*WHAT TO PRODUCE*
Each line below that carries the string "ОРДЖОНИКИДЗЕ" must appear in the answer.

*RECORDS FOR THE EXERCISE*
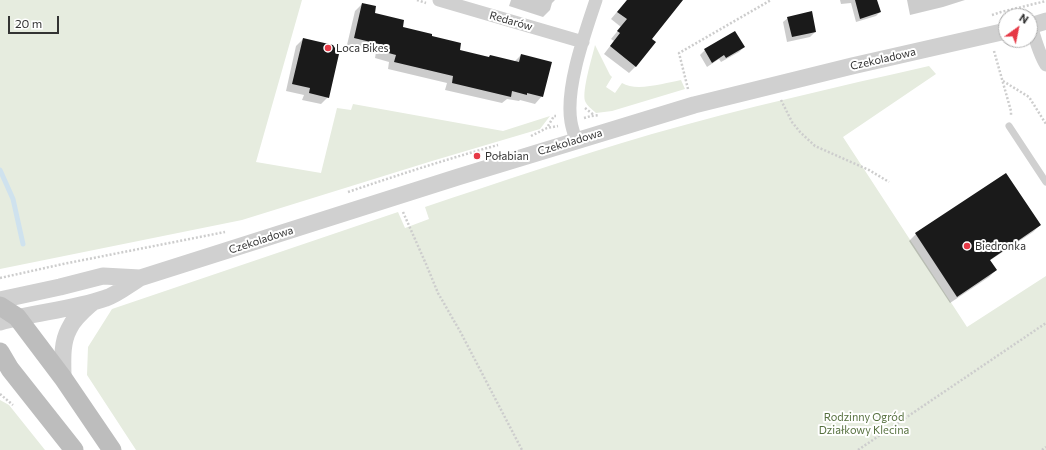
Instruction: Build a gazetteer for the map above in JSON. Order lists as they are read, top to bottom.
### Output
{
  "streets": {
    "street": ["Redarów", "Czekoladowa"]
  },
  "parks": ["Rodzinny Ogród Działkowy Klecina"],
  "places": ["Loca Bikes", "Połabian", "Biedronka"],
  "scale_bar": "20 m",
  "north": "top right"
}
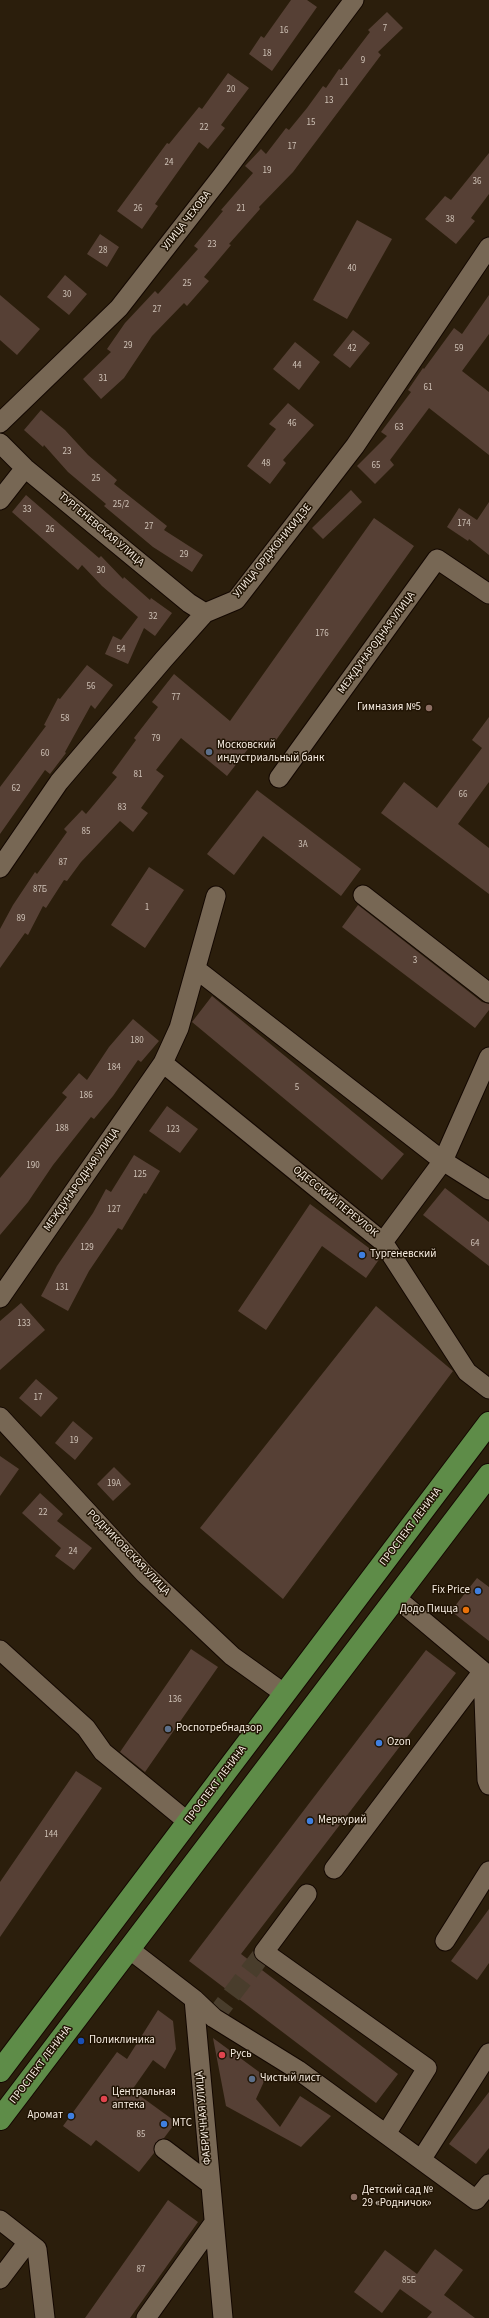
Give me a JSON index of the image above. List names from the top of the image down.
{
  "streets": {
    "main road": ["ПРОСПЕКТ ЛЕНИНА"],
    "street": [
      "УЛИЦА ЧЕХОВА",
      "ТУРГЕНЕВСКАЯ УЛИЦА",
      "УЛИЦА ОРДЖОНИКИДЗЕ",
      "МЕЖДУНАРОДНАЯ УЛИЦА",
      "ОДЕССКИЙ ПЕРЕУЛОК",
      "РОДНИКОВСКАЯ УЛИЦА",
      "ФАБРИЧНАЯ УЛИЦА"
    ]
  },
  "crossings": [
    ["ТУРГЕНЕВСКАЯ УЛИЦА", "УЛИЦА ОРДЖОНИКИДЗЕ"],
    ["МЕЖДУНАРОДНАЯ УЛИЦА", "ОДЕССКИЙ ПЕРЕУЛОК"],
    ["ПРОСПЕКТ ЛЕНИНА", "РОДНИКОВСКАЯ УЛИЦА"]
  ],
  "places": [
    "Гимназия №5",
    "Московский индустриальный банк",
    "Тургеневский",
    "Fix Price",
    "Додо Пицца",
    "Роспотребнадзор",
    "Ozon",
    "Меркурий",
    "Поликлиника",
    "Русь",
    "Чистый лист",
    "Центральная аптека",
    "Аромат",
    "МТС",
    "Детский сад № 29 «Родничок»"
  ],
  "house_numbers": [
    "7",
    "16",
    "18",
    "9",
    "11",
    "20",
    "13",
    "15",
    "22",
    "17",
    "24",
    "19",
    "36",
    "26",
    "21",
    "38",
    "23",
    "28",
    "40",
    "25",
    "30",
    "27",
    "29",
    "42",
    "59",
    "44",
    "31",
    "61",
    "46",
    "63",
    "23",
    "48",
    "65",
    "25",
    "25/2",
    "33",
    "174",
    "27",
    "26",
    "29",
    "30",
    "32",
    "176",
    "54",
    "56",
    "77",
    "58",
    "79",
    "60",
    "81",
    "62",
    "66",
    "83",
    "85",
    "3А",
    "87",
    "87Б",
    "1",
    "89",
    "3",
    "180",
    "184",
    "5",
    "186",
    "188",
    "123",
    "190",
    "125",
    "127",
    "64",
    "129",
    "131",
    "133",
    "17",
    "19",
    "19А",
    "22",
    "24",
    "136",
    "144",
    "85",
    "87",
    "85Б"
  ]
}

*ANSWER SECTION*
      "УЛИЦА ОРДЖОНИКИДЗЕ",
    ["ТУРГЕНЕВСКАЯ УЛИЦА", "УЛИЦА ОРДЖОНИКИДЗЕ"],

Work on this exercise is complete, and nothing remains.